For 140 years, the city of Jerusalem had been in ruins. The Babylonian Empire took the people of Judah into exile in 587 B.C., but when Persia conquered Babylon in 539 B.C., they allowed the people to return home if they wished. A man named Zerubbabel led the first group of Jews back to Jerusalem. They intended to rebuild the temple, but after completing the altar, they began to focus on their own homes and livelihoods instead. Eighty years later, the prophet Ezra and another group of returning exiles finished rebuilding the temple, but the city walls remained demolished.

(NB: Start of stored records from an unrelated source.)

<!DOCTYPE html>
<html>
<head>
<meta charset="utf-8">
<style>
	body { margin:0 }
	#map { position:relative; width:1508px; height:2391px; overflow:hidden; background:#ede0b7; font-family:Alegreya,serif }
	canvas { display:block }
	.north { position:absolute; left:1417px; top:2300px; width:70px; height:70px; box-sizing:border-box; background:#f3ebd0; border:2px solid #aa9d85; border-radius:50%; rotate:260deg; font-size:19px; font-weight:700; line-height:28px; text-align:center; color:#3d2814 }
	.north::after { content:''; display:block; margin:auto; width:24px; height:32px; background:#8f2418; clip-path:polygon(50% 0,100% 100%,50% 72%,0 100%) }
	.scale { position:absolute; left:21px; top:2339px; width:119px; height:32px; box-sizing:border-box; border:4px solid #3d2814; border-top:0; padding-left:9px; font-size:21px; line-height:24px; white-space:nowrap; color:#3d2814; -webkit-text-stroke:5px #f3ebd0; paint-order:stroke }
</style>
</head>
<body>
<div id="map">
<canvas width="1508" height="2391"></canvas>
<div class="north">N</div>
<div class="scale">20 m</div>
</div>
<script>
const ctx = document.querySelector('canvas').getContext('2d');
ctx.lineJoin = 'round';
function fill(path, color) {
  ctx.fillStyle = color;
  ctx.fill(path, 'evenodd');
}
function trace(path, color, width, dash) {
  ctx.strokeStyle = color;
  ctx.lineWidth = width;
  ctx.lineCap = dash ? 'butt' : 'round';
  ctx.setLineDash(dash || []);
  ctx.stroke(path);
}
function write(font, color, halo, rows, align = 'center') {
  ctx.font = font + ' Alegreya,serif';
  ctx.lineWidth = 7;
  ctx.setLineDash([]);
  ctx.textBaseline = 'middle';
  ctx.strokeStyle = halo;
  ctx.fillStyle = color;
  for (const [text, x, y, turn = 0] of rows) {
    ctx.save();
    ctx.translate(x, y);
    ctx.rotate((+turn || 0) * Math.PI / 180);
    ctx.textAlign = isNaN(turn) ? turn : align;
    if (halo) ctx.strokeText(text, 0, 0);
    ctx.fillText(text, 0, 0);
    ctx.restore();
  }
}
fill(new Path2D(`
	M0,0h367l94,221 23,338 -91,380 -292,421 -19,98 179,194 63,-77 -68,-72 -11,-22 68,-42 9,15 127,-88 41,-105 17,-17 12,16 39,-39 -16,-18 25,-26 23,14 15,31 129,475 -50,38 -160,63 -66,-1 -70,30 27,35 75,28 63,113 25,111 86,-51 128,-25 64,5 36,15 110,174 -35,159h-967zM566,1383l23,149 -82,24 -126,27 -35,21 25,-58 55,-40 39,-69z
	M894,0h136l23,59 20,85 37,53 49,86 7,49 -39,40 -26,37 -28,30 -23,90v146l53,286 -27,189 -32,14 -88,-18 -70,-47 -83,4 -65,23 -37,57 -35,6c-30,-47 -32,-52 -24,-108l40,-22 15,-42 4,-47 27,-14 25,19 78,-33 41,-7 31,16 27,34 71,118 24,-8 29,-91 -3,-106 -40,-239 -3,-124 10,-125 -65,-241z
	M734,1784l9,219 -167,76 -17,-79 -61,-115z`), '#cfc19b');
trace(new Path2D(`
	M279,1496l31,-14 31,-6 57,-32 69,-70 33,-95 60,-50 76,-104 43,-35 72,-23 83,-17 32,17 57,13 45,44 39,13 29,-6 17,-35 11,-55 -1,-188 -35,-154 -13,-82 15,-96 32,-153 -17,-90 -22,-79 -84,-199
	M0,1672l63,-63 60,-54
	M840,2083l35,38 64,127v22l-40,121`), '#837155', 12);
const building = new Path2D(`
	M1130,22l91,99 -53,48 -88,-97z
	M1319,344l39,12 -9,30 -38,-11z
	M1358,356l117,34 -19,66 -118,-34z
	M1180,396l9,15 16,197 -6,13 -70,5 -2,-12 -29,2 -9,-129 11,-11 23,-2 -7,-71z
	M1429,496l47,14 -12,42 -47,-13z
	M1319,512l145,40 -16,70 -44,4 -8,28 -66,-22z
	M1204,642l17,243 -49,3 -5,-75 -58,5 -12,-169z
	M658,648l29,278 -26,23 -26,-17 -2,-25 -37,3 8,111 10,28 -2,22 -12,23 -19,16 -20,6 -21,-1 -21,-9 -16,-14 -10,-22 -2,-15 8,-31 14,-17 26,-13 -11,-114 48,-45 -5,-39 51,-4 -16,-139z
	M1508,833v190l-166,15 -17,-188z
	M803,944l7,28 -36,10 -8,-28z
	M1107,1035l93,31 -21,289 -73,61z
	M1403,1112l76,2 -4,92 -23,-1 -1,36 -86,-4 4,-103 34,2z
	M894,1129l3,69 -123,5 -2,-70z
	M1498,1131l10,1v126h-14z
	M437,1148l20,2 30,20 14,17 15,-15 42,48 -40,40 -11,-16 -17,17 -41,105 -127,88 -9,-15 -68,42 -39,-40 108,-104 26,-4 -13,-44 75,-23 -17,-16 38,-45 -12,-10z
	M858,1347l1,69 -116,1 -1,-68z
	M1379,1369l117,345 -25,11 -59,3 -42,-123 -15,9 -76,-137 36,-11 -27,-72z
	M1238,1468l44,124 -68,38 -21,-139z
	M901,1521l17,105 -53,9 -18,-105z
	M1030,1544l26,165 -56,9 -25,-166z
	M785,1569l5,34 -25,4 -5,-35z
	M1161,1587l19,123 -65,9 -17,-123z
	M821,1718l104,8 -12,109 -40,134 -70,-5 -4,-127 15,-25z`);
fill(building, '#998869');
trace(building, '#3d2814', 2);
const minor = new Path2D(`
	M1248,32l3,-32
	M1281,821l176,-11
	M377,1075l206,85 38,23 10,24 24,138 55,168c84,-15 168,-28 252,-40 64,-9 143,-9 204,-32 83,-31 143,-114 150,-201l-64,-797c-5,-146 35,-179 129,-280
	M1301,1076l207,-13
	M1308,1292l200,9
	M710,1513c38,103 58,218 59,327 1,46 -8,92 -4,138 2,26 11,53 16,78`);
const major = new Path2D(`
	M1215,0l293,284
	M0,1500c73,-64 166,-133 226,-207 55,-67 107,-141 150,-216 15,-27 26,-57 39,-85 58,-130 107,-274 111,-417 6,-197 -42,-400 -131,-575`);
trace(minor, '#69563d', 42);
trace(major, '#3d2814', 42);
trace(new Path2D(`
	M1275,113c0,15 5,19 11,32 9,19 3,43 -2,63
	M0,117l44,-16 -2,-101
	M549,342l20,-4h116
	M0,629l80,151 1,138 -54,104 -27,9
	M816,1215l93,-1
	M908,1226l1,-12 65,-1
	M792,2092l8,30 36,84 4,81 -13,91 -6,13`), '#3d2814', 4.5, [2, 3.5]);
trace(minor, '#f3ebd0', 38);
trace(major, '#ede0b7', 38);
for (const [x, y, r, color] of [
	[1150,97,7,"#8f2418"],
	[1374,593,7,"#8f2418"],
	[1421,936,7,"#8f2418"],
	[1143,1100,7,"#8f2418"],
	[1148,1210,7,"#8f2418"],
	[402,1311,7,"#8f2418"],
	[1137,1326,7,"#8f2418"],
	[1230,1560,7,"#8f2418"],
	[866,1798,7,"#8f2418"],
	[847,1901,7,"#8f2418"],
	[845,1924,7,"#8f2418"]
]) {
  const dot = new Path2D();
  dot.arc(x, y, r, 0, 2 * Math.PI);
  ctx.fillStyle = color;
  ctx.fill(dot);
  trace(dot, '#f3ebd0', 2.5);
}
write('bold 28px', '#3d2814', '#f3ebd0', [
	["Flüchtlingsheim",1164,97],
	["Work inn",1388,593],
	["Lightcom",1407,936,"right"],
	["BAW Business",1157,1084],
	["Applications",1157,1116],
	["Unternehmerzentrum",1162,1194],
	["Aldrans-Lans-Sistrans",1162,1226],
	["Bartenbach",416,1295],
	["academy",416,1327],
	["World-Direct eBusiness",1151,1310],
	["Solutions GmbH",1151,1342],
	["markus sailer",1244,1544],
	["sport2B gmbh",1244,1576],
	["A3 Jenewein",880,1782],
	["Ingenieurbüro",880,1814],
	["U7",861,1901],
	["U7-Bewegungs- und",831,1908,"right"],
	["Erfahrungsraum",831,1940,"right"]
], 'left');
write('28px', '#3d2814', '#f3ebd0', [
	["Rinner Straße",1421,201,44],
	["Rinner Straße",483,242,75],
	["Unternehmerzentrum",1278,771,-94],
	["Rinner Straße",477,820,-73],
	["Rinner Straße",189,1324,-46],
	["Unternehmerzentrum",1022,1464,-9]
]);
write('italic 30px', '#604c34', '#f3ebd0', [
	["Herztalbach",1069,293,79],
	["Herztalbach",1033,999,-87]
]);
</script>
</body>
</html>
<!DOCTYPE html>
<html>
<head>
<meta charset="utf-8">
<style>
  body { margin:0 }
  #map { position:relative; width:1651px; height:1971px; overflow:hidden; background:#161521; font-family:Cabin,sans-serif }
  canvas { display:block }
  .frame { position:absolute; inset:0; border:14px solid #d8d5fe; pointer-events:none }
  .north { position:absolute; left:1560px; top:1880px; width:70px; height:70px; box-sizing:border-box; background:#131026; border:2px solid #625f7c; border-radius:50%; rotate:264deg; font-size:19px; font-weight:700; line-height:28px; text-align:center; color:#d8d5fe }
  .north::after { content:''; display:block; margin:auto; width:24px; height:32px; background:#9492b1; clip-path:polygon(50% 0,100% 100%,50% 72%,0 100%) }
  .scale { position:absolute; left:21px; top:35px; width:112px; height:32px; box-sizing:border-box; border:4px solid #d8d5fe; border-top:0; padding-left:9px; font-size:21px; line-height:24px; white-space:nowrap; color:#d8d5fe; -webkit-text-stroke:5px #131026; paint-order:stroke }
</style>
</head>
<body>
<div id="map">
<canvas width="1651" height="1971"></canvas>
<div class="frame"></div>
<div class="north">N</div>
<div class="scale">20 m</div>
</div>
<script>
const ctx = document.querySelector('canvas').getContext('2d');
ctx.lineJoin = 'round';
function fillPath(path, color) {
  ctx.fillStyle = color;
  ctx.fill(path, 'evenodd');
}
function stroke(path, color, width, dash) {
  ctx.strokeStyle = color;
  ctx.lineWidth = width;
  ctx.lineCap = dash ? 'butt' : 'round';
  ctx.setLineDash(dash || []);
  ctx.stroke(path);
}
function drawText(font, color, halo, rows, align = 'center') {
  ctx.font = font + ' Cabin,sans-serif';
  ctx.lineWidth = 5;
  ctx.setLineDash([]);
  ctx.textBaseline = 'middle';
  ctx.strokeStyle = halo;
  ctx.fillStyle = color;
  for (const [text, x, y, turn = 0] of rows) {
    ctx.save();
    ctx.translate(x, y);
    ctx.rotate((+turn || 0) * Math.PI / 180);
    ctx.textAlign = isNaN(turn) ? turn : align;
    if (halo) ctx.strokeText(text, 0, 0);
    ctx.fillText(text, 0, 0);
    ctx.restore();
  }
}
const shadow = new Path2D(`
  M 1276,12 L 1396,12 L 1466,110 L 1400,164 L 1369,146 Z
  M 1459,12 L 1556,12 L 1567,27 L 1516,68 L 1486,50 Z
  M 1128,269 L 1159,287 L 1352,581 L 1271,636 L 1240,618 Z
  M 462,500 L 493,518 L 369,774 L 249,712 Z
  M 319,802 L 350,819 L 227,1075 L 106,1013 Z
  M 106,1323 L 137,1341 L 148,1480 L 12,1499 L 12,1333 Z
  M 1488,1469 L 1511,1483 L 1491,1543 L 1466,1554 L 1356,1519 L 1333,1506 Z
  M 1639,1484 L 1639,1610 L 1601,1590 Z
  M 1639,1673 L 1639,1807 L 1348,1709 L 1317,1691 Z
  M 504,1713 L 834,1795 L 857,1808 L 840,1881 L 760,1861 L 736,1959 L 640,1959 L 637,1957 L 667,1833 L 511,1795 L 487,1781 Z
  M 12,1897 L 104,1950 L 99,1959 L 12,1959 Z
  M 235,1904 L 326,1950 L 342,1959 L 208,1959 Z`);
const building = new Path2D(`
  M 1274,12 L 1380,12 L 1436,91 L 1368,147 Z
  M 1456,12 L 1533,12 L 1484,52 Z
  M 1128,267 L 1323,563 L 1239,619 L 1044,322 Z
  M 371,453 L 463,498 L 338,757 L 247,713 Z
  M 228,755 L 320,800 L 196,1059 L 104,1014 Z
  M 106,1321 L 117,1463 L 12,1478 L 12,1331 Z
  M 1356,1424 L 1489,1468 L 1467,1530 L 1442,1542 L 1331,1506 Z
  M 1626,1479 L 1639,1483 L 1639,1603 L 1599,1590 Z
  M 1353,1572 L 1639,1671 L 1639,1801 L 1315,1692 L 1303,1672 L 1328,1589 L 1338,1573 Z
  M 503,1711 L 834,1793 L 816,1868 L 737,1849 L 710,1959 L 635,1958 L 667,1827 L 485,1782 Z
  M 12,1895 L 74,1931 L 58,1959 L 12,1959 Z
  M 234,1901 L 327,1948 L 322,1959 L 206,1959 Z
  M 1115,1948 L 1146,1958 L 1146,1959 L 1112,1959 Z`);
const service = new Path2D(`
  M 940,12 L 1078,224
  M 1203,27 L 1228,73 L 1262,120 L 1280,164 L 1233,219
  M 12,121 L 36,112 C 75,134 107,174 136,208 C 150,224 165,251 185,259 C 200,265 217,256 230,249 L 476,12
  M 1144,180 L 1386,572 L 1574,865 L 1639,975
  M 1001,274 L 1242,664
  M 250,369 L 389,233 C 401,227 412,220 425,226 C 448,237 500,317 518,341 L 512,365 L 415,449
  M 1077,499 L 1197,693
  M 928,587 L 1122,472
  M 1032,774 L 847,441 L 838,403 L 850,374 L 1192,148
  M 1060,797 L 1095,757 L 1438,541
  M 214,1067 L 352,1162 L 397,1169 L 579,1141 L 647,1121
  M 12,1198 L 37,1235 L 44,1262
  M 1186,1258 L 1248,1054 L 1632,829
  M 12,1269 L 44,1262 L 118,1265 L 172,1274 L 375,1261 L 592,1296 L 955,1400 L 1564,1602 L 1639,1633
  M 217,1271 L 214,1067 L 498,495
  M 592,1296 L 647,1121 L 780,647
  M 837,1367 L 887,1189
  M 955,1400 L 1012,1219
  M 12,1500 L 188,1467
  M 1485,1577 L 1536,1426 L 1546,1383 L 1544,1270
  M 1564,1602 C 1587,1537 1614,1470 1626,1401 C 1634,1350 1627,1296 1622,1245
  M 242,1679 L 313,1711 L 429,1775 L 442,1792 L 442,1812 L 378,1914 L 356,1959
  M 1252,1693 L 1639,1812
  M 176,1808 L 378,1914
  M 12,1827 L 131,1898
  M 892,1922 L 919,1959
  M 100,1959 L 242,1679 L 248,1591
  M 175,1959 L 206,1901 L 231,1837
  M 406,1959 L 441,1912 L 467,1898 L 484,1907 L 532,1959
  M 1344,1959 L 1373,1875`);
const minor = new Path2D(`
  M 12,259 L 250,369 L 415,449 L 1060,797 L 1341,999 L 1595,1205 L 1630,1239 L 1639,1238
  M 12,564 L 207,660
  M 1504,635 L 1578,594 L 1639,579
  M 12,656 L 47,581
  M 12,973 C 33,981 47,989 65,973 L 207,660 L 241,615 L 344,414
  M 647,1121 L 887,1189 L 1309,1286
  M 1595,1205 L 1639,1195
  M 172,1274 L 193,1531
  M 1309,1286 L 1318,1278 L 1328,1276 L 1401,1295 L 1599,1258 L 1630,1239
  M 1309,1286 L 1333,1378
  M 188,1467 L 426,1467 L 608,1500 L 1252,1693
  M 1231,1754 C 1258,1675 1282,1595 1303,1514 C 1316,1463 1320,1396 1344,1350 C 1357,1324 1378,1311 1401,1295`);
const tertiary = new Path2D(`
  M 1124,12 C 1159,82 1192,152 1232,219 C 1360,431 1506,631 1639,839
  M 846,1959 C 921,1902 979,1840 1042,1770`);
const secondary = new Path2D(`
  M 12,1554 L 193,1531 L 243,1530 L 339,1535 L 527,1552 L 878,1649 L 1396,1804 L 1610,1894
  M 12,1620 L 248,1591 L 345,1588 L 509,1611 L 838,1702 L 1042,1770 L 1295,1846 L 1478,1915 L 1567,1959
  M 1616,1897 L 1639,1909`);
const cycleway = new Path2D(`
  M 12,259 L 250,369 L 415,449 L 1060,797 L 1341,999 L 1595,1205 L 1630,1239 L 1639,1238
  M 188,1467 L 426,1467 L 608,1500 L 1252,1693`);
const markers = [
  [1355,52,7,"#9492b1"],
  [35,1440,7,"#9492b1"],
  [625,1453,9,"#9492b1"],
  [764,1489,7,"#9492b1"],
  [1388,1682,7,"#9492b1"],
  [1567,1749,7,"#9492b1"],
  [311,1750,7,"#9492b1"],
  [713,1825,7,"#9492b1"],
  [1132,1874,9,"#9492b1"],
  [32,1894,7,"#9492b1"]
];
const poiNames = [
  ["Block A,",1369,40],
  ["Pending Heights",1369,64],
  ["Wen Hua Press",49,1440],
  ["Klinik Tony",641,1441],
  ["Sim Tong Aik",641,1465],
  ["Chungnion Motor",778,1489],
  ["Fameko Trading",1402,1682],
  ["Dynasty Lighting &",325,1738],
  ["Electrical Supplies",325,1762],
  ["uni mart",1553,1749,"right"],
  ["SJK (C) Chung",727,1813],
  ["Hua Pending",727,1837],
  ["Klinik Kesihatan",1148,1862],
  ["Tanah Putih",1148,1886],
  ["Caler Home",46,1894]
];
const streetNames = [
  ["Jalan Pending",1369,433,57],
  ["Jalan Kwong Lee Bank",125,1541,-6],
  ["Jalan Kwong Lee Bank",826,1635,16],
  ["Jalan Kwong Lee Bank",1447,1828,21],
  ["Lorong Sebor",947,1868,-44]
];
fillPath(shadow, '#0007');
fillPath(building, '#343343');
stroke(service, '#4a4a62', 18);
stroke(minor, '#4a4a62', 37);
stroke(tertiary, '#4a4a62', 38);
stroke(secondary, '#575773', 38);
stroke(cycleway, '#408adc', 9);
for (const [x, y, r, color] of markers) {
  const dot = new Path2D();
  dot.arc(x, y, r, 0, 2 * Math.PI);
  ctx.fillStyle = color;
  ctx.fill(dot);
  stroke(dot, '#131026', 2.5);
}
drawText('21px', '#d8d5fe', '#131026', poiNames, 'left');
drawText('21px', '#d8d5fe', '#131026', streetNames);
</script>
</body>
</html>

In 444 B.C., Nehemiah, a Jew born in exile and cupbearer to the Persian king, received a report that deeply upset him about the state of Jerusalem. He was told, “Those who survived the exile and are back in the province are in great trouble and disgrace. The wall of Jerusalem is broken down, and its gates have been burned with fire” (Nehemiah 1:3). Nehemiah had never laid eyes on Jerusalem, so why did this report cause him such distress? Because the broken city of God represented to him the broken people of God. Jerusalem was meant to be a light to the world, but it had been left desecrated. The fact that God was no longer in Jerusalem, His dwelling place, depicted the people living independently of God, and this shook Nehemiah to the core.

When Pastor Stephen Olford was asked, “What is the secret of ministry?” he replied, “Bent knees, wet eyes, a broken heart.” It is not degrees in theology or ministerial qualifications that will move us, but feeling in our souls the pressure of God’s compassion that opens our hearts to participate in His work. Our increasingly noisy, complex world can make this difficult. We spend so much time surfing the web, watching TV and scrolling on smartphones that we become desensitized to the needs of this world. We need to allow ourselves to have our hearts broken, because this is where compassion is stirred and we are moved to action.   

After much prayer and mourning, Nehemiah requested and received permission from the king to go to Jerusalem to oversee rebuilding its walls. This shows Nehemiah’s tears were not tears of pity, wiped away in a moment. They were tears of compassion for a broken people, scattered because of their disobedience. They were tears of identifying himself with his people’s need that led to participation in their need. God is far more concerned with the worker than He is the work. It is people who shed tears for the broken who God looks for, because the needs of our fallen world can only be met by those whose hearts are broken over it.

Prayer: Heavenly Father, I want to be deeply moved by the brokenness in our world. Stir up compassion within my heart and compel me to act upon it. Thank You, Lord.